11. Il ressort des pièces du dossier que M. B s'est maintenu sur le territoire français au-delà de la durée de validité de son visa. Par ailleurs, contrairement à ce que soutient M. B, qui ne produit qu'un récépissé de demande de titre de séjour valable jusqu'au 28 mars 2023, il ne ressort pas des pièces du dossier qu'il aurait déposé une demande de titre de séjour avant l'édiction de l'arrêté attaqué. Dès lors, il y a lieu de substituer à la base légale retenue initialement par le préfet pour lui refuser un délai de départ volontaire celle des dispositions du 2° de l'article L. 612-3 du code de l'entrée et du séjour des étrangers et du droit d'asile.

12. En quatrième lieu, pour les motifs détaillés aux points 3 et 11, en refusant au requérant un délai de départ volontaire, le préfet du Cher n'a pas commis d'erreur d'appréciation.

13. En cinquième lieu, il résulte de ce qui précède que l'arrêté attaqué, en tant qu'il oblige M. B à quitter le territoire n'est pas entaché d'illégalité.

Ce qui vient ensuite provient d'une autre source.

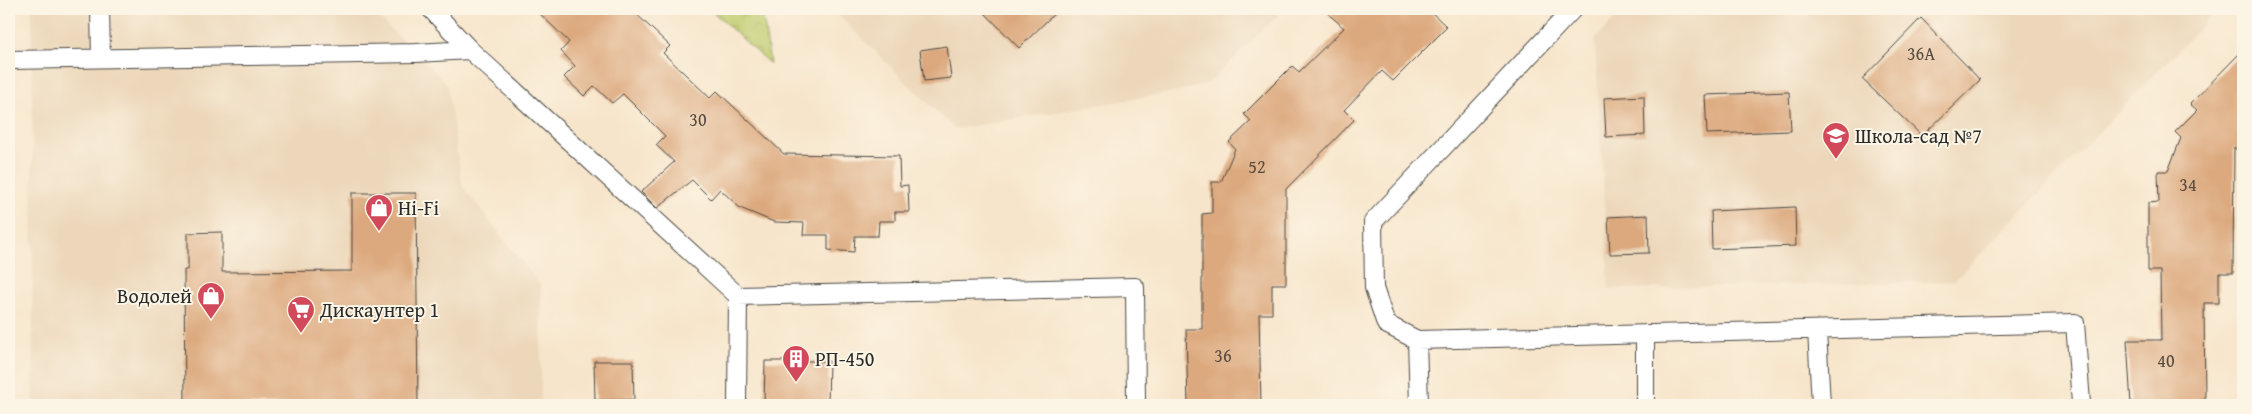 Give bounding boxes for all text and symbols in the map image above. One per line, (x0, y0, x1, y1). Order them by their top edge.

Par suite, le moyen tiré, par voie d'exception, de l'illégalité de la décision portant obligation de quitter le territoire français à l'encontre de la fixation du pays de destination n'est pas fondé et doit être écarté.

14. Il résulte de tout ce qui précède que le préfet du Cher est fondé à soutenir c'est à tort que, par le jugement attaqué, le tribunal administratif d'Orléans a annulé son arrêté du 19 octobre 2021 et lui a enjoint de réexaminer la situation de M. B.

15. Les dispositions de l'article L. 761-1 du code de justice administrative font obstacle à ce que soit mise à la charge de l'État, qui n'est pas, dans la présente instance, la partie perdante, la somme que M. B demande au titre des frais exposés par lui et non compris dans les dépens.

DÉCIDE :

Article 1er : Le jugement n° 2103767 du 9 juin 2022 du tribunal administratif d'Orléans est annulé.

Article 2 : La demande présentée par M. B devant le tribunal administratif d'Orléans est rejetée.

Article 3 : Les conclusions de M. B présentées sur le fondement des dispositions de l'article L. 761-1 du code de justice administrative sont rejetées.

Article 4 : Le présent arrêt sera notifié à M. A B et au ministre de l'intérieur et des outre-mer. Copie en sera adressée au préfet du Cher.

Délibéré après l'audience du 19 septembre 2023, à laquelle siégeaient :

Mme Besson-Ledey, présidente de chambre,

Mme Isabelle Danielian, présidente assesseure,

Mme Liogier, première conseillère,

Rendu public par mise à disposition au greffe le 5 octobre 2023.

La rapporteure,

C. Liogier

La présidente,

L. Besson-Ledey La greffière,

A. Audrain-Foulon

La République mande et ordonne au ministre de l'intérieur et des outre-mer en ce qui le concerne ou à tous commissaires de justice à ce requis en ce qui concerne les voies de droit commun contre les parties privées, de pourvoir à l'exécution de la présente décision.